И.С. Шмелев»Лето Господне.Говенье».

» Все на нашем  дворе  говеют. На первой неделе отговелся Горкин, скорняк со скорнячихой и Трифоныч с Федосьей Федоровной. Все спрашивают друг дружку,через  улицу  окликают даже:  «когда говеете?.. ай поговели  уж?..» Говорят,
весело так, от облегчения; «отговелись, привел Господь». А то — тревожно, от сокрушения:  «да  вот,  на  этой  недельке, думаю… Господь  привел бы». На третьей у сапожника отговелись трое мастеров, у скорняка старичок  «Лисица», по  воротникам который,  и наш Антипушка. Марьюшка думает  на  шестой,  а на
пятой  неделе будут  говеть Домнушка и Маша.  И бутошник собирается  говеть, Горкину говорил  вчера. Кучер Гаврила еще не знает,  как уж  управится, езды  много…  — как-нибудь да урвет денек. Гришка  говеть боится: «погонит меня, говорит, поп кадилом, а  надо  бы говонуть, как не  вертись». Василь-Василич
думает на Страстной, с отцом: тогда половодье свалит, Пасха-то ноне поздняя.
И как это хорошо, что все  говеют! Да ведь все люди-человеки, все грешные, а часа своего никто  не знает. А пожарные говеть  будут?  За каждым, ведь, час смертный. И будем  опять все  вместе,  встретимся  там… будто и  смерти не было. Только бы поговели все.
Ну,  все-то, все говеют.  Приносили белье из бань, сторожиха Платоновна  говорила:  «и  думать  нечего было  раньше-то  отговеться,  говельщиц  много мылось, теперь посбыло, помаленьку  и отговеем все». И кузнец думает говеть,
запойный.  Ратниковы,  булочники,  целой  семьей говели.  Они  уж всегда  на первой. А пекари отговеются до Страстной, а то горячее пойдет время  — пасхи да куличи. А бараночникам и теперь жара: все так и рвут баранки. Уж как  они поговеть успеют?.. Домна Панферовна, с которой мы к  Троице ходили, три раза поговела: два раза сама, а  в третий  с Анютой  вместе. Может, говорит, и  в четвертый раз поговеть, на  Страстной.
С  понедельника,  на  «Крестопоклонной»,  ходим  с  Горкиным к  утрени, раным-рано. Вставать не  хочется, а вспомнишь, что все говеют, —  и делается легко,  горошком  вскочишь. Лавок  еще  не отпирали, улица  светлая, пустая, ледок  на лужах, и пахнет  совсем весной.  Отец  выдал мне на говенье рублик серебреца, я покупаю у Горкина свечки. Будто чужой-серьезный, и ставлю сам к главным образам  и распятию.  Когда он ходит по церкви с блюдом, я кладу ему три  копейки, и он мне  кланяется,  как  всем,  не улыбнется даже,  будто мы разные.
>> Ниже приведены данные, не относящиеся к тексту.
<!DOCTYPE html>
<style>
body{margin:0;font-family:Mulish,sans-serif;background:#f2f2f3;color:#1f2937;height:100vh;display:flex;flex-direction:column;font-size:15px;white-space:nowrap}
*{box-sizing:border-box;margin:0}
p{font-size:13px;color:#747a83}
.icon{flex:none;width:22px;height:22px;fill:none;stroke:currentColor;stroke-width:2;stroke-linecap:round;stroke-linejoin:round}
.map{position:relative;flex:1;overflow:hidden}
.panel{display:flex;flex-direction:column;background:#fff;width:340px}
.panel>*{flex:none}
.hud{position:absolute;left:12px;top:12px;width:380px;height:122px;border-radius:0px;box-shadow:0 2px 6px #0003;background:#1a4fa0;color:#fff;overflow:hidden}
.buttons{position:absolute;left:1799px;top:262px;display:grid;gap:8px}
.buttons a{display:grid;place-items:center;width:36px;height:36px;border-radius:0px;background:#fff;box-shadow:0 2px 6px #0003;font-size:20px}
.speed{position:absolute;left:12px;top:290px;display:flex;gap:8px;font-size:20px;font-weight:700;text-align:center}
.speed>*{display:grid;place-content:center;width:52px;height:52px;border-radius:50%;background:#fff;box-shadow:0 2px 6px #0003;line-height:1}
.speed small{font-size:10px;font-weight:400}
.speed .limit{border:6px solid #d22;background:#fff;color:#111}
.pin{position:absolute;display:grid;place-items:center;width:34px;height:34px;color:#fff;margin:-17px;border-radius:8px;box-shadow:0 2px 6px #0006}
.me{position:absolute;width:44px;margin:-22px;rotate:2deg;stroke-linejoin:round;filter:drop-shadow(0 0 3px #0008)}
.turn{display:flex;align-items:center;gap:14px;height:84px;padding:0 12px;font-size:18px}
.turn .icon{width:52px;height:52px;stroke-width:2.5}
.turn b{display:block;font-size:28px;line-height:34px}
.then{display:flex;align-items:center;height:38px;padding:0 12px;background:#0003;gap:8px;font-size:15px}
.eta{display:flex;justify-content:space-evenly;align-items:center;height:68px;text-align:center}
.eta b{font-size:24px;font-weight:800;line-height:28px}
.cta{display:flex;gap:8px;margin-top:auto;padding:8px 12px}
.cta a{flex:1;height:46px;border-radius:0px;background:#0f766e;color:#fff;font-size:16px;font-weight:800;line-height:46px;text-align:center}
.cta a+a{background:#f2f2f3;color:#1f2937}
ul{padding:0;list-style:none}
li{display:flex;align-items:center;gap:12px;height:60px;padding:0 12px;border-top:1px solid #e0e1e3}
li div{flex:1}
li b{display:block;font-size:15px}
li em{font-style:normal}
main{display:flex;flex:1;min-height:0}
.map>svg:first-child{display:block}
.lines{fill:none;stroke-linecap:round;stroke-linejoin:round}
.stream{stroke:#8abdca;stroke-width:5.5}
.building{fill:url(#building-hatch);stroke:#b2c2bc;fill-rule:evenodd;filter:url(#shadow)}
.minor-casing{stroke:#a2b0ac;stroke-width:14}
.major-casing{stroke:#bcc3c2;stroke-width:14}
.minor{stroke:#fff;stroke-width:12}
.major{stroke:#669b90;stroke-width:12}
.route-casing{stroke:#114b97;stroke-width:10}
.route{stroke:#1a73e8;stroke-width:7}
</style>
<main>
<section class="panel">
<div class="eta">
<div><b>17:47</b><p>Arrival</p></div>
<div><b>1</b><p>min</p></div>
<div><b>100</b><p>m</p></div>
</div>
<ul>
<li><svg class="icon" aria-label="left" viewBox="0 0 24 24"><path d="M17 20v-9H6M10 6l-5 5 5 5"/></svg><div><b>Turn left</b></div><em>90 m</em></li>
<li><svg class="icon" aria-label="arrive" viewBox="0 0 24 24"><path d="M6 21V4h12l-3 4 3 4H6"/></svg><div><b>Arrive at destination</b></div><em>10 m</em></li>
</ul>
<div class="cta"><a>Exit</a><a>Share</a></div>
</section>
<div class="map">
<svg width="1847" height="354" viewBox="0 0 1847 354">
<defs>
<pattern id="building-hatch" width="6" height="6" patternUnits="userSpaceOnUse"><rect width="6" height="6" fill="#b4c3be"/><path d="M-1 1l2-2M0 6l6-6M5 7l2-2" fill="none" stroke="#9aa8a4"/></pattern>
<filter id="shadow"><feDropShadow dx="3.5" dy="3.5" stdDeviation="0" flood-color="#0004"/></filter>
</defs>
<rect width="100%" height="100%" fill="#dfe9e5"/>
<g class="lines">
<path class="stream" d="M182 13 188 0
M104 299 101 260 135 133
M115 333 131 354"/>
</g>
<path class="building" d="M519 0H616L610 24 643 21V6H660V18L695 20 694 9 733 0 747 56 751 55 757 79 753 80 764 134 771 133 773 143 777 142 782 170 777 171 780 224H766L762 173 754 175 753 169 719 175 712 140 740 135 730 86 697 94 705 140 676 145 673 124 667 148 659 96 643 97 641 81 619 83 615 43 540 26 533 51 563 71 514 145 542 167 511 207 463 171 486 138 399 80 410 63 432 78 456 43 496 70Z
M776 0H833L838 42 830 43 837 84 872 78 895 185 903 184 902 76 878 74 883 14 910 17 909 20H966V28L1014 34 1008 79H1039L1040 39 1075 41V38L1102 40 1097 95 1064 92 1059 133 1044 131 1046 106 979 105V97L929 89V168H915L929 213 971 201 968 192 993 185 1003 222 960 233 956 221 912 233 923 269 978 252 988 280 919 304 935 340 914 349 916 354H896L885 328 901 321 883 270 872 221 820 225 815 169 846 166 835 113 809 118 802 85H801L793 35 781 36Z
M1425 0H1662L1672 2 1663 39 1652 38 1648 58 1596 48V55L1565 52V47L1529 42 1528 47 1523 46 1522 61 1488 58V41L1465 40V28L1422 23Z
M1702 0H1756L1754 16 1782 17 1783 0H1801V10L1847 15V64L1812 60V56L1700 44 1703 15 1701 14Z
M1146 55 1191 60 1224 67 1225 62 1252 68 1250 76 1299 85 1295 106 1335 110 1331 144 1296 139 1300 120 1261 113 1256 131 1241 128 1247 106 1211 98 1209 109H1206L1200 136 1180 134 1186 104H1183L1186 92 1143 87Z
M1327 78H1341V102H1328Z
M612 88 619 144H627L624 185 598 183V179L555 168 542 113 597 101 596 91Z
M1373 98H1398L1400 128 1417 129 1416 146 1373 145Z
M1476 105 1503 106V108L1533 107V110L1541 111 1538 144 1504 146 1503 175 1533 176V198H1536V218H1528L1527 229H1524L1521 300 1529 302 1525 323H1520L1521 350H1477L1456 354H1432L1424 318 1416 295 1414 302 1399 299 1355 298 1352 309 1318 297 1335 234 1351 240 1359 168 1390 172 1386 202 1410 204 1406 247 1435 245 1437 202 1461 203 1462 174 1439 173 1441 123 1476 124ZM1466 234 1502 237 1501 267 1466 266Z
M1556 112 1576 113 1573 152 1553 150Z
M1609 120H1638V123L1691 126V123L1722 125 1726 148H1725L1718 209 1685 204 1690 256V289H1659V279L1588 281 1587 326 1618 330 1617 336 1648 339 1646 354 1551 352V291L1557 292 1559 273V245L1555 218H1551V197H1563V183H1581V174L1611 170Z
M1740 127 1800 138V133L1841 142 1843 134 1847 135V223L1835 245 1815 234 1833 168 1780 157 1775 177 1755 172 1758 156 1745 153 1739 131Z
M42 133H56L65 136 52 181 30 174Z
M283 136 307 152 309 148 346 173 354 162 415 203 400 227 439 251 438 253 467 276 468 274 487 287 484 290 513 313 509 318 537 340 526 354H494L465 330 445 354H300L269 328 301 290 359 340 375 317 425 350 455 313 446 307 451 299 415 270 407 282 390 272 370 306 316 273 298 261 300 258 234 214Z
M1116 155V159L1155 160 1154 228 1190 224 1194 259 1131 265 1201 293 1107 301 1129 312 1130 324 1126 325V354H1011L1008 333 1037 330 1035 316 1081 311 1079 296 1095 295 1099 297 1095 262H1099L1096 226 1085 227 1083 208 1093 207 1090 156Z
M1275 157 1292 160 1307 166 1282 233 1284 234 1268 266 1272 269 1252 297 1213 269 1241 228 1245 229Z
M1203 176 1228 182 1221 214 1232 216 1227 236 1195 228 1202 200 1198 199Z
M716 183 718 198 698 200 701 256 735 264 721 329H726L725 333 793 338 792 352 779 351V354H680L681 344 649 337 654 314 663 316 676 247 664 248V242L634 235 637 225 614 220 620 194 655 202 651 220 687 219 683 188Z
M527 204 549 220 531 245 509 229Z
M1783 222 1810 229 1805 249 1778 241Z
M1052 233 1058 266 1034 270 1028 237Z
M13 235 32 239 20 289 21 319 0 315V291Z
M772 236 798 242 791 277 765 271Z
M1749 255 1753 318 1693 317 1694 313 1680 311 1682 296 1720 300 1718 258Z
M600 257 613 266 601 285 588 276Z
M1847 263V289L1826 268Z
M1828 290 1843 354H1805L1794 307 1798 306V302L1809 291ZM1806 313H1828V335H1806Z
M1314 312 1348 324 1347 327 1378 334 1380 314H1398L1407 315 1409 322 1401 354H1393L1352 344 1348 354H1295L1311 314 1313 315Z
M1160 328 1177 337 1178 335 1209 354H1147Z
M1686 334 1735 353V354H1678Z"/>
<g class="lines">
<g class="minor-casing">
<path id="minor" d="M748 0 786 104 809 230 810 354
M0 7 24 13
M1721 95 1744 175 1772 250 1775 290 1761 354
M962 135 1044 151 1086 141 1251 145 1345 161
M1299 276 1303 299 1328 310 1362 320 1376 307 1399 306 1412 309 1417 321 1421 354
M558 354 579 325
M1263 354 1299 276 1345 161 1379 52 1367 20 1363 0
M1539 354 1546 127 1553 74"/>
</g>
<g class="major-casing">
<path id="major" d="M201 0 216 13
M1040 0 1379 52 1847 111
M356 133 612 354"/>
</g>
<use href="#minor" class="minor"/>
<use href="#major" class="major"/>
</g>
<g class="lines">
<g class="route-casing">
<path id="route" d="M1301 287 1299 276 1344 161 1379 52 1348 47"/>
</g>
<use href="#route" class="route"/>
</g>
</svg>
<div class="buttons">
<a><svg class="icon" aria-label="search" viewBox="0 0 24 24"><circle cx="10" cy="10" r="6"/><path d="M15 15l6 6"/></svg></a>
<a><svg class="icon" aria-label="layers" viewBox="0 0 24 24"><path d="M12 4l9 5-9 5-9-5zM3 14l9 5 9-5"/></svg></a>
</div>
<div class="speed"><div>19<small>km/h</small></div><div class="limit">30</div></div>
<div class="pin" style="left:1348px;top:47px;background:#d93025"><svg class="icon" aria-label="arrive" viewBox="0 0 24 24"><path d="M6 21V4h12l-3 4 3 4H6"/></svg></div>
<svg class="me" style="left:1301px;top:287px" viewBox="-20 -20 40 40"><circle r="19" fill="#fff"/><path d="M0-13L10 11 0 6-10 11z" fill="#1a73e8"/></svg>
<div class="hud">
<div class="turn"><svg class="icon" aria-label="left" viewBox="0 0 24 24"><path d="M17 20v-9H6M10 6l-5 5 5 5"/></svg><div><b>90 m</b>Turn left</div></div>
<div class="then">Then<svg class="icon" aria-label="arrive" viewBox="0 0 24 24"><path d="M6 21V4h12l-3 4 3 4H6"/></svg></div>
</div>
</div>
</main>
Говеть не очень трудно. Когда вычитывает дьячок длинные молитвы, Горкин манит меня присесть на табуретку, и я подремлю немножко или думаю-воздыхаю о грехах.  Холим  еще к вечерне, а в  среду и пяток — к «часам» еще к  обедне,
которая называется  «преосвященная».  Батюшка  выходит  из  Царских  Врат  с кадилом  и со  свечой,  все  припадают  к полу и  не глядят-страшатся, а  он говорит в таинственной тишине: «Свет Христов просвещает  все-эх!..» И  сразу делается легко и светло: смотрится в окна солнце.
Говеет много народу, и  все  знакомые.  Квартальный говеет  даже, и наш пожарный, от Якиманской части, в тяжелой куртке с железными пуговицами, и от него будто  дымом пахнет. Два знакомых  извозчика еще говеют, и колониальщик
Зайцев,  у которого я всегда покупаю пастилу. Он все становится  на колени и воздыхает — сокрушается о грехах: сколько, может, обвешивал народу!.. Может, и меня обвешивал и гнилые орешки отпускал.  И пожарный тоже сокрушается, все
преклоняет  голову. А какие у него грехи? сколько людей спасает, а  все-таки боится.  Когда батюшка говорит грустно-грустно — «Господи  и Владыко  живота моего…»  — все рухаемся на  колени и потом, в тишине-сокрушении, воздыхаем двенадцать  раз:  «Боже,  очисти  мя, грешного…» После  службы  подаем  на
паперти нищим грошики, а то копейки: пусть помолятся за нас, грешных.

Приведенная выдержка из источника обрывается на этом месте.